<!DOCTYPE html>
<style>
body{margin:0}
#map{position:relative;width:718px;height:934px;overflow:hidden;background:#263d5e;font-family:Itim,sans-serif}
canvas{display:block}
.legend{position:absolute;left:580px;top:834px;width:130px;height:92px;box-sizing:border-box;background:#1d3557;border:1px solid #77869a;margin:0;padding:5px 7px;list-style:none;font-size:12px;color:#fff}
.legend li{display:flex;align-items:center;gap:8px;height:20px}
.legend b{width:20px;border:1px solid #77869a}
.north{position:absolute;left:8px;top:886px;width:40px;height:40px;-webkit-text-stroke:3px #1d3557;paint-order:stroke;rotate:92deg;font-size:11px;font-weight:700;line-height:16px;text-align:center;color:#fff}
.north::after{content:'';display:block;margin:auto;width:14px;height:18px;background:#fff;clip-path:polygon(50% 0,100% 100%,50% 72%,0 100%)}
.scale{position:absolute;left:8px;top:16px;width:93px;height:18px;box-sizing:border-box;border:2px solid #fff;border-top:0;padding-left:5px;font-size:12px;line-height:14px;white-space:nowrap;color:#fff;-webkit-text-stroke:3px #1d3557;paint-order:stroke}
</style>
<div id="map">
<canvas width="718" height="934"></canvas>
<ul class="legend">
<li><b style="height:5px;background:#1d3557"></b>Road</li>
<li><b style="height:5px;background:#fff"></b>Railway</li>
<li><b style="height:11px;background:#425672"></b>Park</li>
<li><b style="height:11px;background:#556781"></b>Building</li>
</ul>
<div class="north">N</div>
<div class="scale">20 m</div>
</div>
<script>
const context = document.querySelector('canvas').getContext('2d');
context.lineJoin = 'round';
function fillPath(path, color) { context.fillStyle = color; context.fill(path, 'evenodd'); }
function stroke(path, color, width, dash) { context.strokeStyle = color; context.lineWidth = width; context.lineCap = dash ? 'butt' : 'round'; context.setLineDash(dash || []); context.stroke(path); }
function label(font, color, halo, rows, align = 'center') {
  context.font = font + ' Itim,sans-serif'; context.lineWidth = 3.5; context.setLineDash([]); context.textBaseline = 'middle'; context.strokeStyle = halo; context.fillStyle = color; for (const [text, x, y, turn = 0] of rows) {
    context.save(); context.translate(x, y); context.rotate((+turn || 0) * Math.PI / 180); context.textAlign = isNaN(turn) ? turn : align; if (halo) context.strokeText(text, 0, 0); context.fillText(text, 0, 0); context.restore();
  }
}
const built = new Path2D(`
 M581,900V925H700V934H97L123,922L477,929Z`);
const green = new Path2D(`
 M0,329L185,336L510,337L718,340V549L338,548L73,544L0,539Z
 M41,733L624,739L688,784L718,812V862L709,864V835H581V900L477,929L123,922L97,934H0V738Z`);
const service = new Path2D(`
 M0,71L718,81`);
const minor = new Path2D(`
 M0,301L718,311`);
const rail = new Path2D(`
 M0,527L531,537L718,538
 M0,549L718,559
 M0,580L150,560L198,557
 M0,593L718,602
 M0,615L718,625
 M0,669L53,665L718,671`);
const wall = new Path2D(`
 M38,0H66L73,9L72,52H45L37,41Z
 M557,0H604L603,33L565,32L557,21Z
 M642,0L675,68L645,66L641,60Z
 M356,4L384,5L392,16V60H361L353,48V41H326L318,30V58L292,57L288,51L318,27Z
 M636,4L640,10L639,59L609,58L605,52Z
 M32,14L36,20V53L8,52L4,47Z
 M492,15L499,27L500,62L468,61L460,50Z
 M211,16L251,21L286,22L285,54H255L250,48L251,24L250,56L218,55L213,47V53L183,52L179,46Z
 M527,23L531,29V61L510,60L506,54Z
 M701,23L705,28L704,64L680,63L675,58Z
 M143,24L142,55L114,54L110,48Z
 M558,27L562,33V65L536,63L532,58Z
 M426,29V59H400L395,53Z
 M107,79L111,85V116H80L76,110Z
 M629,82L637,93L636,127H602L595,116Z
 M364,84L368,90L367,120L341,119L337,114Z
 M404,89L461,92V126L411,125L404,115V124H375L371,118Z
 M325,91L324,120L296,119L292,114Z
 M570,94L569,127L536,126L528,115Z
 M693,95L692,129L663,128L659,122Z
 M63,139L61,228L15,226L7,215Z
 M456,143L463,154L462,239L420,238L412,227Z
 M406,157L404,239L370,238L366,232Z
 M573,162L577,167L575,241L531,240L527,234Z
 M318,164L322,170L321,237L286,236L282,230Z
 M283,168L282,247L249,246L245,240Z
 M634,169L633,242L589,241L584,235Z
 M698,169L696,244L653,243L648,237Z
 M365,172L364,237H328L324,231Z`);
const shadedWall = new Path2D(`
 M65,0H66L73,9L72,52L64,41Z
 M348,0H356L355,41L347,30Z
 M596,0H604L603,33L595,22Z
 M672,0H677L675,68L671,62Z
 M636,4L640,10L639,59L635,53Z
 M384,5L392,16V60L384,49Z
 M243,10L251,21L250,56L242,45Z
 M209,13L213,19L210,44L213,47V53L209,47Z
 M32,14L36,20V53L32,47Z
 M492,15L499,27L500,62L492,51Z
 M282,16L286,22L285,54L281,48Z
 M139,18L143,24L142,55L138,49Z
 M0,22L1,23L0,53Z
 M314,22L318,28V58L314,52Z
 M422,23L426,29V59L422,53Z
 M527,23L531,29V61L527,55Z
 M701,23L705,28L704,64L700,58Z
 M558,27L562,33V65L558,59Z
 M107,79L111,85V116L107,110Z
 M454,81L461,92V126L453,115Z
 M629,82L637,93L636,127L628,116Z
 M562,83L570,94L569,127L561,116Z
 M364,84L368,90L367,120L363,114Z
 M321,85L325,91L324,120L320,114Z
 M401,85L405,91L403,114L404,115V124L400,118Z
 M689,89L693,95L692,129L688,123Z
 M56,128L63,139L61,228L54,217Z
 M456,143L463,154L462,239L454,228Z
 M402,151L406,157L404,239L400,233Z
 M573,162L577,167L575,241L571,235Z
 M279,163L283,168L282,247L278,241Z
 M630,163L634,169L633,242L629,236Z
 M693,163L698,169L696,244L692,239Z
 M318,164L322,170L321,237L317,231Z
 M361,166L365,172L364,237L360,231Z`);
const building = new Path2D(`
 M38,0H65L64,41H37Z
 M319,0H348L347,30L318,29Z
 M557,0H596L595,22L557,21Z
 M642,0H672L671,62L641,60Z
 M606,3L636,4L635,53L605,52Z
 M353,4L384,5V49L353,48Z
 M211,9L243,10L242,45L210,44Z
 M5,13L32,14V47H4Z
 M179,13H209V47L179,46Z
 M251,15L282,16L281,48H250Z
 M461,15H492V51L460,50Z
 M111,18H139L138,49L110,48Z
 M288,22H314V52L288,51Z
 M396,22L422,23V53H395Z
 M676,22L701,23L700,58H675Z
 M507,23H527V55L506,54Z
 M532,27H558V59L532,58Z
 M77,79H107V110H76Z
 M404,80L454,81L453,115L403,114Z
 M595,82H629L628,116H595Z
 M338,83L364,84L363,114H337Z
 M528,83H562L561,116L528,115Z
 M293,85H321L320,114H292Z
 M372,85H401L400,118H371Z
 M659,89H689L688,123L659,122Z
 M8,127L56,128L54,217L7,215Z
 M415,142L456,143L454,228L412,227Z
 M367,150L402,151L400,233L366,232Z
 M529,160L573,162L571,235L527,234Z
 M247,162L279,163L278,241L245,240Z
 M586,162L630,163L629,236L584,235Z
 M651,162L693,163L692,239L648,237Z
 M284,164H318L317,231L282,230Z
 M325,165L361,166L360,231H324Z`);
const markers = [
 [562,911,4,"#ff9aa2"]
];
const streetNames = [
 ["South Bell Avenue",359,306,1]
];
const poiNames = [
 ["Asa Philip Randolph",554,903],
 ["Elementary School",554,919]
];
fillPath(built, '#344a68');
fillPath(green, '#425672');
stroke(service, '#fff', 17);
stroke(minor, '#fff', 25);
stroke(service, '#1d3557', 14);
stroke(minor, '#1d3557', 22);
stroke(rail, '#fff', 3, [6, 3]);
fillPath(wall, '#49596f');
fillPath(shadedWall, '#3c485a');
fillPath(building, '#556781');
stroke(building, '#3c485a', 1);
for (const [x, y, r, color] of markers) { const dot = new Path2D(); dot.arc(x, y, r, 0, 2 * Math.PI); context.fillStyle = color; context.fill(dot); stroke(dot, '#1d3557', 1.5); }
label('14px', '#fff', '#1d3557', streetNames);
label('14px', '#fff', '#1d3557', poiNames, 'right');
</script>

• **Description of the task**:
Exact duplication is required for the lines above, from the line that contains "0,100% 100%,50% 72%,0" to the line that contains "M0,615L718,625", inclusive; omit all others.

• **Response area**:
.north::after{content:'';display:block;margin:auto;width:14px;height:18px;background:#fff;clip-path:polygon(50% 0,100% 100%,50% 72%,0 100%)}
.scale{position:absolute;left:8px;top:16px;width:93px;height:18px;box-sizing:border-box;border:2px solid #fff;border-top:0;padding-left:5px;font-size:12px;line-height:14px;white-space:nowrap;color:#fff;-webkit-text-stroke:3px #1d3557;paint-order:stroke}
</style>
<div id="map">
<canvas width="718" height="934"></canvas>
<ul class="legend">
<li><b style="height:5px;background:#1d3557"></b>Road</li>
<li><b style="height:5px;background:#fff"></b>Railway</li>
<li><b style="height:11px;background:#425672"></b>Park</li>
<li><b style="height:11px;background:#556781"></b>Building</li>
</ul>
<div class="north">N</div>
<div class="scale">20 m</div>
</div>
<script>
const context = document.querySelector('canvas').getContext('2d');
context.lineJoin = 'round';
function fillPath(path, color) { context.fillStyle = color; context.fill(path, 'evenodd'); }
function stroke(path, color, width, dash) { context.strokeStyle = color; context.lineWidth = width; context.lineCap = dash ? 'butt' : 'round'; context.setLineDash(dash || []); context.stroke(path); }
function label(font, color, halo, rows, align = 'center') {
  context.font = font + ' Itim,sans-serif'; context.lineWidth = 3.5; context.setLineDash([]); context.textBaseline = 'middle'; context.strokeStyle = halo; context.fillStyle = color; for (const [text, x, y, turn = 0] of rows) {
    context.save(); context.translate(x, y); context.rotate((+turn || 0) * Math.PI / 180); context.textAlign = isNaN(turn) ? turn : align; if (halo) context.strokeText(text, 0, 0); context.fillText(text, 0, 0); context.restore();
  }
}
const built = new Path2D(`
 M581,900V925H700V934H97L123,922L477,929Z`);
const green = new Path2D(`
 M0,329L185,336L510,337L718,340V549L338,548L73,544L0,539Z
 M41,733L624,739L688,784L718,812V862L709,864V835H581V900L477,929L123,922L97,934H0V738Z`);
const service = new Path2D(`
 M0,71L718,81`);
const minor = new Path2D(`
 M0,301L718,311`);
const rail = new Path2D(`
 M0,527L531,537L718,538
 M0,549L718,559
 M0,580L150,560L198,557
 M0,593L718,602
 M0,615L718,625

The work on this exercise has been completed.